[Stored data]
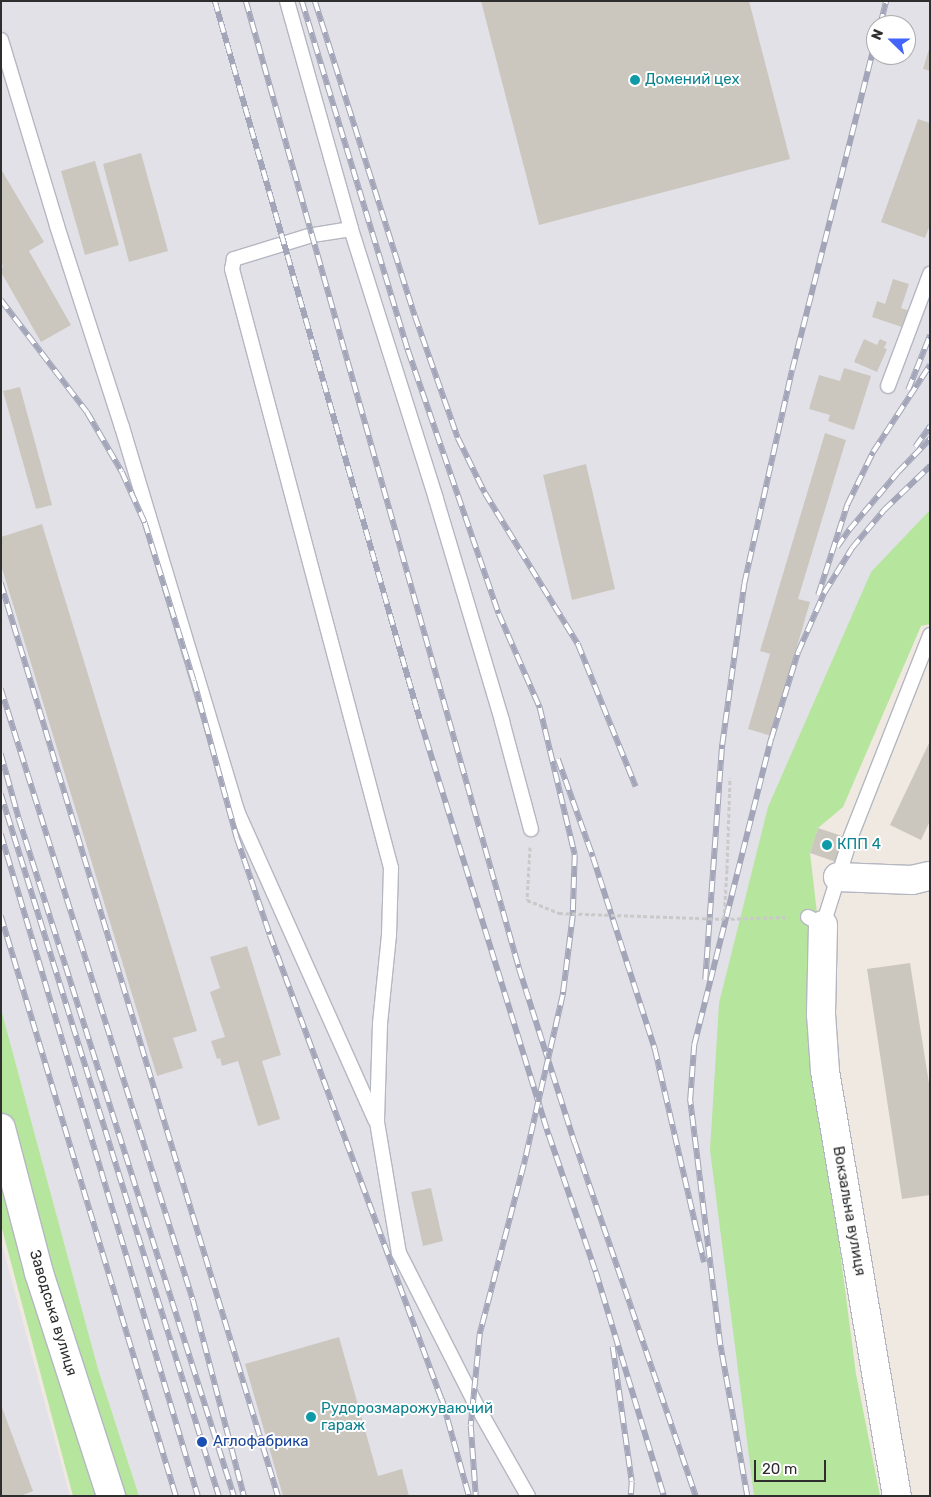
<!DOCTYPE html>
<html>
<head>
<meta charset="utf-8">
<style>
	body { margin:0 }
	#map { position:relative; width:931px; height:1497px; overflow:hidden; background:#efe9e1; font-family:Rubik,sans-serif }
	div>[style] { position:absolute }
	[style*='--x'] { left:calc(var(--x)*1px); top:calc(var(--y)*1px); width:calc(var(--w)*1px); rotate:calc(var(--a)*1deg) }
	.industrial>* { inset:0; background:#e3e1e8 }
	.green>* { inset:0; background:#b6e59e }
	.building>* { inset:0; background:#cbc7bf }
	.path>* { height:3px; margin-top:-1.5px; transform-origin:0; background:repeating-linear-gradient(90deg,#c9c9c9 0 4px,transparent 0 6.5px) }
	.roads { filter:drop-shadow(1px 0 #b4b7c1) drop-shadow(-1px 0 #b4b7c1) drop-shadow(0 1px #b4b7c1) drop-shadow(0 -1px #b4b7c1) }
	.service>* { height:14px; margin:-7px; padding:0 7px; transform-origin:7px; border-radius:7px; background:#fff }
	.minor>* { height:28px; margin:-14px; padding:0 14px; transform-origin:14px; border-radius:14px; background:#fff }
	.rail>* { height:5.5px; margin-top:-2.75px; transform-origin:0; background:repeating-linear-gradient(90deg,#fff 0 11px,#a3a6b8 0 22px); box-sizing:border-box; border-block:1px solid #a3a6b8 }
	.path-bridge>* { height:3px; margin-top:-1.5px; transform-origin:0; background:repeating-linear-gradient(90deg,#c9c9c9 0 4px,transparent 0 6.5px) }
	.dots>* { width:14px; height:14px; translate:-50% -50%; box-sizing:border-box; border:2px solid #fff; border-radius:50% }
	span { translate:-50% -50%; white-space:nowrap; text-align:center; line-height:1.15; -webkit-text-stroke:4px #fff; paint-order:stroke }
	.culture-label { font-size:15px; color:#0d838f }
	.left { translate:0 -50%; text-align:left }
	.street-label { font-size:15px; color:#2e2e2e }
	.transit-label { font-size:15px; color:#164399 }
	.frame { position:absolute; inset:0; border:2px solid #2e2e2e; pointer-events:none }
	.north { position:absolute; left:866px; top:15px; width:50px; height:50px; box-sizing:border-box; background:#fff; border:1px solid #ababab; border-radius:50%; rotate:292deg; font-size:14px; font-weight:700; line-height:20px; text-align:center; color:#2e2e2e }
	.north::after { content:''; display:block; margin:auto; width:18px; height:22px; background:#4264fb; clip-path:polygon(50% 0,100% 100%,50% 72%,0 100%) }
	.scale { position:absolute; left:754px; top:1460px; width:72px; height:22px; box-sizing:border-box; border:2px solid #2e2e2e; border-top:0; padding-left:6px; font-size:15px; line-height:18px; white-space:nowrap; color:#2e2e2e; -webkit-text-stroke:4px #fff; paint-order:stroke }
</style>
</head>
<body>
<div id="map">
	<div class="industrial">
		<div style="clip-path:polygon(evenodd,1px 1px,930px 1px,930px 573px,831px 763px,793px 907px,842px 1496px,139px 1496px,98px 1369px,1px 1009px,1px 1px,876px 25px,906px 25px,906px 55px,876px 55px,876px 25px)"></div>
		<div style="clip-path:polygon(1px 1241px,70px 1496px,1px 1496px)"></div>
	</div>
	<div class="green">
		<div style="clip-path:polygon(930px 510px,930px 624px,921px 626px,843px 807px,818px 828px,810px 853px,817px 913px,811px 1027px,856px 1374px,880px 1496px,754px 1496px,710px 1150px,719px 1003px,768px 807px,871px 572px)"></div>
		<div style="clip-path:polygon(1px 1009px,98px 1369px,139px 1496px,73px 1496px,1px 1225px)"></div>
	</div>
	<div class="building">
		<div style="clip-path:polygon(481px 1px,749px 1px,790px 159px,539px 225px)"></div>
		<div style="clip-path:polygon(929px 49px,930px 49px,930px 71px,923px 69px)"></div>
		<div style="clip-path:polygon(918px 119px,930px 123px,930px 225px,925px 238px,881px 222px)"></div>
		<div style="clip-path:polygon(141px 153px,168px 251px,129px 262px,103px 164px)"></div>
		<div style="clip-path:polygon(95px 161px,119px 245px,85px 255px,61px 171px)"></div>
		<div style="clip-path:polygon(1px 169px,44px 242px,29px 251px,71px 325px,41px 342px,1px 272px,3px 266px,1px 262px)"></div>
		<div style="clip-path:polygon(893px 279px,909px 284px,901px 308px,910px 311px,905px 328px,872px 317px,877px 301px,885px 304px)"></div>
		<div style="clip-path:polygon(864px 339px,877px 345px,880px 339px,887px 342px,884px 348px,887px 349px,877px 372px,854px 362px)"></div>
		<div style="clip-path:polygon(844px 368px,871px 376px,854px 430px,828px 421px,830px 415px,809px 409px,819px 375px,840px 381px)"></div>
		<div style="clip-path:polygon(20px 387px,52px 505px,36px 509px,3px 391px)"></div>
		<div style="clip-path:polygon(825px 433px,846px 440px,798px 599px,810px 602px,771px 736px,748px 729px,770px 654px,760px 651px)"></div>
		<div style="clip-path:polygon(586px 464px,615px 589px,572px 600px,543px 475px)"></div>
		<div style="clip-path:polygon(42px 524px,197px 1031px,173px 1038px,183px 1068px,157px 1076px,1px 565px,1px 537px)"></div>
		<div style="clip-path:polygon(930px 741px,930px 821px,921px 840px,890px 825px)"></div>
		<div style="clip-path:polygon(818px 828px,845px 837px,836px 862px,810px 853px)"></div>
		<div style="clip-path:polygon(247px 946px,281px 1055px,262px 1061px,280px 1119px,258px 1126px,238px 1061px,222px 1066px,220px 1058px,217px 1059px,211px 1041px,225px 1037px,210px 992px,220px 988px,210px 957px)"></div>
		<div style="clip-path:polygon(910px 963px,930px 1090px,930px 1195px,902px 1199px,867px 969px)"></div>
		<div style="clip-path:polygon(431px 1188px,443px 1241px,423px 1246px,411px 1192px)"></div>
		<div style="clip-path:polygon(339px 1337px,378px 1476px,402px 1469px,409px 1496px,283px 1496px,245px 1364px)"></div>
		<div style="clip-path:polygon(1px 1405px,33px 1491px,21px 1496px,1px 1496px)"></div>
	</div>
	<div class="path">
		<div style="--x:530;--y:847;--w:53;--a:93.2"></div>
		<div style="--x:527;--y:900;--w:35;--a:22"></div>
		<div style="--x:727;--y:869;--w:91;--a:-88.1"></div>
		<div style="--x:724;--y:919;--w:66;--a:-1.7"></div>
	</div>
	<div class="roads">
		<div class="service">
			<div style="--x:287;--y:1;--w:237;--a:74.3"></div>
			<div style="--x:351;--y:229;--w:39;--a:171"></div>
			<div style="--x:312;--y:235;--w:82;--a:162.9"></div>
			<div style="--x:234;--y:259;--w:10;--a:101"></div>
			<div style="--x:232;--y:269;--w:620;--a:75.13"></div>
			<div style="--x:391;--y:868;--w:67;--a:91.7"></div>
			<div style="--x:389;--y:935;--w:89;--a:95.8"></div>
			<div style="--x:380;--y:1024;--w:98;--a:91.8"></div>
			<div style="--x:377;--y:1122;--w:133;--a:80.5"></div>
			<div style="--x:399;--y:1253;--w:166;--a:63.1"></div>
			<div style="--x:474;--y:1401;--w:109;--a:60.4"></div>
			<div style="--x:1;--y:40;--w:194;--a:73.2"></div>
			<div style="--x:57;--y:226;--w:211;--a:72.1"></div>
			<div style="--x:122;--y:427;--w:401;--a:73.3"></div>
			<div style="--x:237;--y:811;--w:338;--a:65.9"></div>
			<div style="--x:351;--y:229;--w:283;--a:72.5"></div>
			<div style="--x:436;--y:499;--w:232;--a:73.4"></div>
			<div style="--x:502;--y:721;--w:112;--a:75"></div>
			<div style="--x:888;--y:386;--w:120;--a:-69.4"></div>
			<div style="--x:808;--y:917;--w:17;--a:28"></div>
			<div style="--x:823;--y:925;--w:93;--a:-72.5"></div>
			<div style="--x:851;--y:836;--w:216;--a:-68.5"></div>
		</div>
		<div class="minor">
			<div style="--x:838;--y:877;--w:74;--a:2.3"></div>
			<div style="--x:912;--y:880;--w:18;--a:-13"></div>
			<div style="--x:823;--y:925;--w:89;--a:91.3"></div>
			<div style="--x:821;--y:1014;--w:57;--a:86"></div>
			<div style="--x:825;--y:1071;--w:431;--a:80.4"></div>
			<div style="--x:1;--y:1128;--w:150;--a:75.3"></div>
			<div style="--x:39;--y:1273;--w:234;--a:72.1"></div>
		</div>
	</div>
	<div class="rail">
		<div style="--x:215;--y:1;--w:747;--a:74.07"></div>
		<div style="--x:420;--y:719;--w:436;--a:72.8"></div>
		<div style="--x:549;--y:1135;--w:145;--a:71.1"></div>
		<div style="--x:596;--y:1272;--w:234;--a:73.1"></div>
		<div style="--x:246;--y:1;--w:1005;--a:74.23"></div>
		<div style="--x:519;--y:968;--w:184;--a:72.3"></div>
		<div style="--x:575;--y:1143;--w:373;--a:71.1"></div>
		<div style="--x:302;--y:1;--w:365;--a:73.1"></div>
		<div style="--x:408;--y:350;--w:279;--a:71"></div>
		<div style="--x:499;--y:614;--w:103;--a:66.4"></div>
		<div style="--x:540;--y:708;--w:151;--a:76.6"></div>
		<div style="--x:575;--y:855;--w:61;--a:91.9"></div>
		<div style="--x:573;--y:916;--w:80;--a:97.2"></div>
		<div style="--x:563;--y:995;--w:174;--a:102.9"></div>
		<div style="--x:524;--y:1165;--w:175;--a:104.6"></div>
		<div style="--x:480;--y:1334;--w:92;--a:95.6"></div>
		<div style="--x:471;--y:1426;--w:70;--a:85.9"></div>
		<div style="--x:315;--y:1;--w:330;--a:72.4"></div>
		<div style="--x:415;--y:316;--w:129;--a:70.6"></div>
		<div style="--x:458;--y:438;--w:61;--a:63.9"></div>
		<div style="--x:485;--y:493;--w:177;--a:58.4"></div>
		<div style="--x:578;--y:644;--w:154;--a:67.9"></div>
		<div style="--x:880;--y:25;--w:25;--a:-76"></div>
		<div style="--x:1;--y:300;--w:141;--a:52.5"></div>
		<div style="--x:87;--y:412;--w:69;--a:59.7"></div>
		<div style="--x:122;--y:472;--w:56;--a:65.7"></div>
		<div style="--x:145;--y:523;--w:165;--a:72.8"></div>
		<div style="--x:194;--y:681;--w:163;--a:74.7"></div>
		<div style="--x:237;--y:838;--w:102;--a:71.2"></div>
		<div style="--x:270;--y:935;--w:495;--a:69.7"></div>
		<div style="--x:442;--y:1399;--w:101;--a:74.4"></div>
		<div style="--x:908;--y:390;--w:59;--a:-68.2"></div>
		<div style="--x:915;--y:447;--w:26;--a:-54"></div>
		<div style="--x:837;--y:547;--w:21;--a:-55"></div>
		<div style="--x:849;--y:530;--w:76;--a:-49.8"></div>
		<div style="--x:898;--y:472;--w:46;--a:-45.9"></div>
		<div style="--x:1;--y:583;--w:954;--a:73.12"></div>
		<div style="--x:818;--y:595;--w:95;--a:-72.1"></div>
		<div style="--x:847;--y:505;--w:59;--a:-63.9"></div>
		<div style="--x:873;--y:452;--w:104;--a:-56.8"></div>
		<div style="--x:1;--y:689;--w:640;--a:72.56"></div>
		<div style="--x:193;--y:1300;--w:203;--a:75.4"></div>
		<div style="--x:1;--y:754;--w:67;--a:74.5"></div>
		<div style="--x:19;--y:819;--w:710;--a:72.38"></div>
		<div style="--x:558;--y:759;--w:104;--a:70.3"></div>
		<div style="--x:593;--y:857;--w:202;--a:72.1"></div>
		<div style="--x:655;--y:1049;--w:219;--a:77"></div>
		<div style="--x:1;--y:794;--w:735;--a:72.75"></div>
		<div style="--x:1;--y:834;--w:691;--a:73.43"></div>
		<div style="--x:1;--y:916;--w:606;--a:73.21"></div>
		<div style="--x:705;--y:980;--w:236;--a:-85.9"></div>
		<div style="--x:722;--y:745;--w:162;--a:-82.2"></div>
		<div style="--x:744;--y:584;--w:219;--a:-77.4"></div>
		<div style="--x:792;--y:370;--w:341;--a:-75.8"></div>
		<div style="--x:613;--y:1347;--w:136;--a:82"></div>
		<div style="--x:632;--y:1482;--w:14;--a:94"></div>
		<div style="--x:747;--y:1496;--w:153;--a:-100.1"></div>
		<div style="--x:720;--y:1345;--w:248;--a:-97"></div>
		<div style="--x:690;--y:1099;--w:54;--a:-85.8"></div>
		<div style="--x:694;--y:1045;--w:316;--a:-75.9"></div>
		<div style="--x:771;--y:739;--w:91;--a:-72.8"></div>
		<div style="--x:798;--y:652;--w:64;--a:-66.2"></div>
		<div style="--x:824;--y:593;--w:53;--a:-58.1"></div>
		<div style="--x:852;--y:548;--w:50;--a:-49.9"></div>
		<div style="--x:884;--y:510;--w:64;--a:-43.7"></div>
	</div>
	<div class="path-bridge">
		<div style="--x:559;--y:913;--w:165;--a:2.1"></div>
		<div style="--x:724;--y:919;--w:50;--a:-86.6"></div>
	</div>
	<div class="dots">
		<div style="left:635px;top:80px;background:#0f9aa8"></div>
		<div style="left:827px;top:845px;background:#0f9aa8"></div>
		<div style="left:311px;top:1417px;background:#0f9aa8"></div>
		<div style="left:202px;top:1442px;background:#1a4fb4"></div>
	</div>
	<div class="culture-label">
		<span class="left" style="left:645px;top:80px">Домений цех</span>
		<span class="left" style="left:837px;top:845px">КПП 4</span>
		<span class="left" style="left:321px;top:1417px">Рудорозмарожуваючий<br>гараж</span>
	</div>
	<div class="street-label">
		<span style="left:849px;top:1211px;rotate:80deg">Вокзальна вулиця</span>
		<span style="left:53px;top:1313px;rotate:73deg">Заводська вулиця</span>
	</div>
	<div class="transit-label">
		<span class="left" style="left:213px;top:1442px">Аглофабрика</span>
	</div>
	<div class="frame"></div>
	<div class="north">N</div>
	<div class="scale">20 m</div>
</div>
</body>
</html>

-- DESCRIPTION OF THE TASK --
Work through the records line by line and tally those holding "service". Reply with the number alone.

-- WORKED SOLUTION --
2